Though Clair is centered around docker or appc images, it has been used to scan openvz templates, which are .tar archives - see FastVPSEestiOu/check_openvz_mirror_with_clair. I'm pretty sure something similar could be done for singularity images.

This is something I'm planning to work on, and thought I'd add a ticket here in case it's of interest to others / there are any thoughts? I'm thinking I will be working to:

• Create a stand alone python tool to scan a singularity image via Clair API
• Investigating contributing this to singularity-python (if it's of interest there)
• Integrate with sregistry - celery jobs for Clair scanning periodically / on push?

Would welcome any input on if this is of interest for sregistry, or more generally.

[vsoch]

I've tried out Clair (I made a Singularity version that was going to be for a check) and I stopped because it was requiring a server. This would definitely be great, but a few thoughts:

• I'm not sure that the registry server itself is the place to have this, although it could be deployed alongside a registry. We would arguably want a check to happen before it is uploaded to the registry, and the entire purpose of clair is to provide a server so the (user) could do this.
• If it is most logical to integrate with the registry, I think it should be optional, but not default. Eg, there is another folder with a Docker-compose file to deploy it, and the docker-compose / settings should have an environment variable that turns checks on/off.
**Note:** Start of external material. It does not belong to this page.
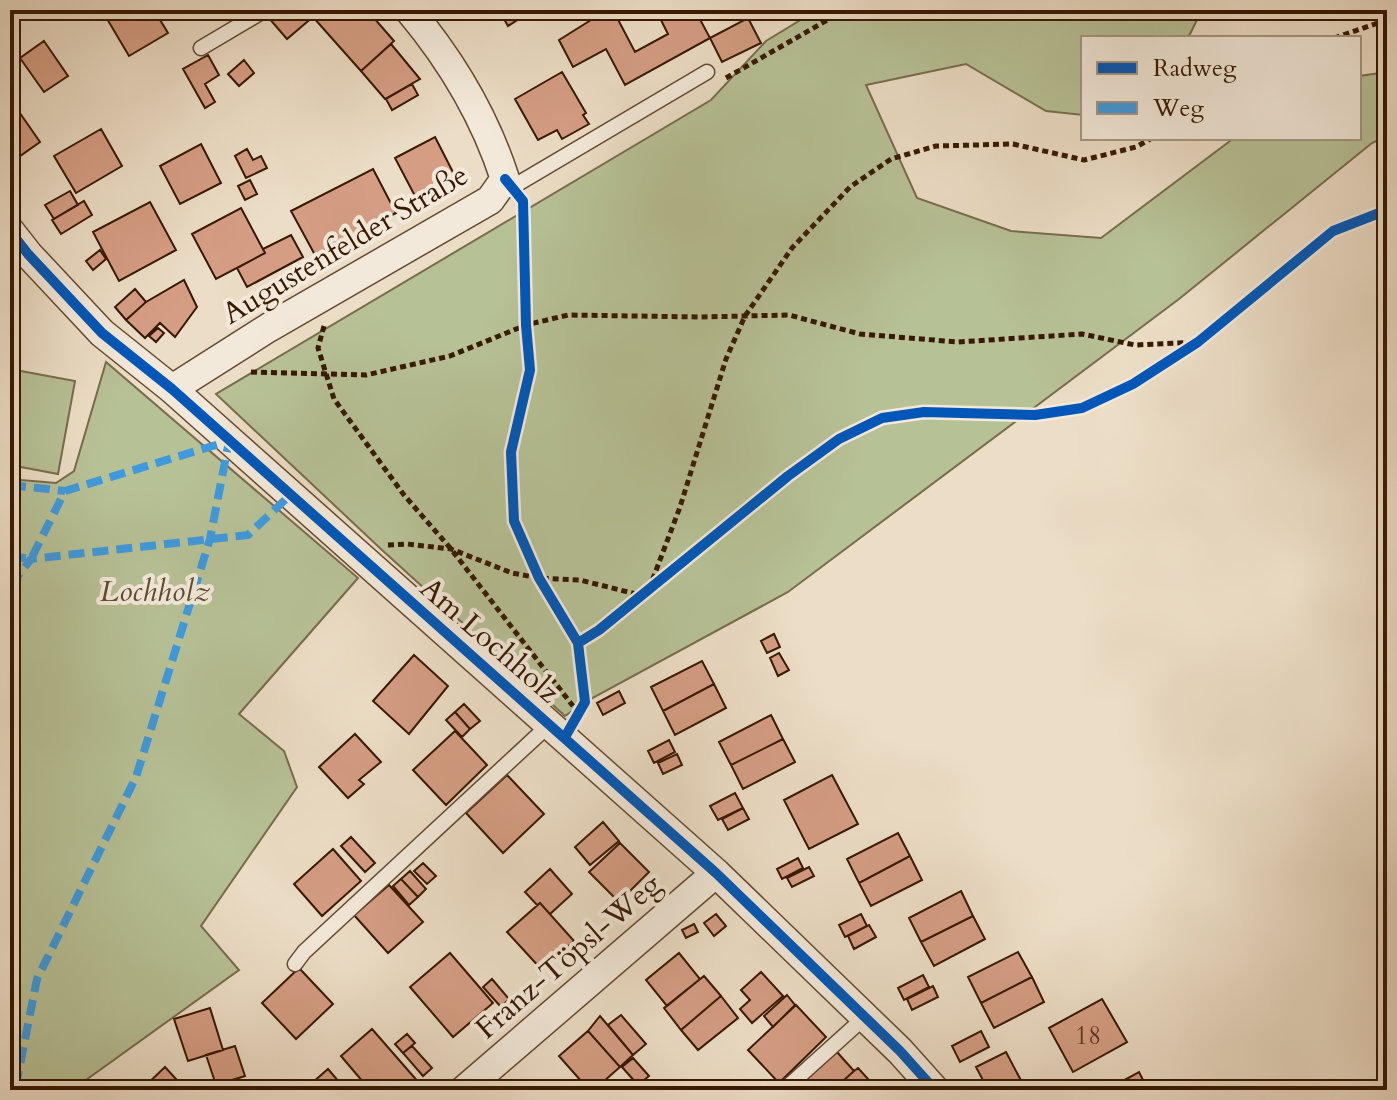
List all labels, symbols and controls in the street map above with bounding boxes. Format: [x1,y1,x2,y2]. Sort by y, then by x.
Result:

My general thinking is that I like the idea, but I think it should be a separate module from the registry itself. Eg, it really should be running on its own server, and then have different (independent) commands run:

sregistry check container.img clair
sregistry push container.img --name library/collection:tag

The command line client (sregistry) would have two different servers / applications it is pinging to get that functionality. This also makes sense so we don't develop a hairball of a mess of different applications under one roof. The registry should accept and serve images, and be optimized for that. The security bits (+1 for important!) should be done separate to that.

Your approach sounds good! I can definitely add the endpoint for checks to the sregistry client. To be clear on your last point, I don't think the right place is with the singularity registry application itself, but for the client (sregistry).

I anticipate you will run into challenges that clair wants .tar.gz layer things, and we have entire images! Let's use this issue as a board to discuss things as they come up :)

[remyd1]

Refers to:
singularityhub/singularityhub.github.io#33

Or, as a local tool:
apptainer/singularity#818

[dtrudg]

Container scanning with Clair turns out to be nice and straightforward, tested against Clair 2.0.0. A singularity image, exported to tar.gz, masquerades as a single layer docker image for Clair's scanning purposes. I was able to scan an oldish, fat ubuntu singularity image straightforwardly:

Gist - Scan a Singularity image with Clair

I'll go ahead and create a python tool to do this in a bit more friendly manner. I do like the idea of having something like an sregistry check command where a user can get this done.

My personal bias is that container scanning should be an optional feature of the registry. Having scan results collected and stored separate from the container storage location (registry) is a bit awkward. Also, it would be nice for scheduled scans to be able to show people what issues their containers are picking up as they age.

[vsoch]

+1 - if you want to write this into python (or I'd be happy to actually, it doesn't look very long!) I'll add to sregistry! The harder bit is creating and running the server - is there a condensed document we could use to explain how to run a clair server alongside a registry?

[dtrudg]

@vsoch - yeah, getting a scan result is surprisingly easy. There is a bunch of filtering that is probably required though. Clair spits out a lot of CVEs for an up-to-date Ubuntu. They are genuine security vulns, but not of interest to most as the are low/minimal severity. A filter on severity for output, tabulation / html report option would be good. That's something I'd be happy to work up given a bit of time.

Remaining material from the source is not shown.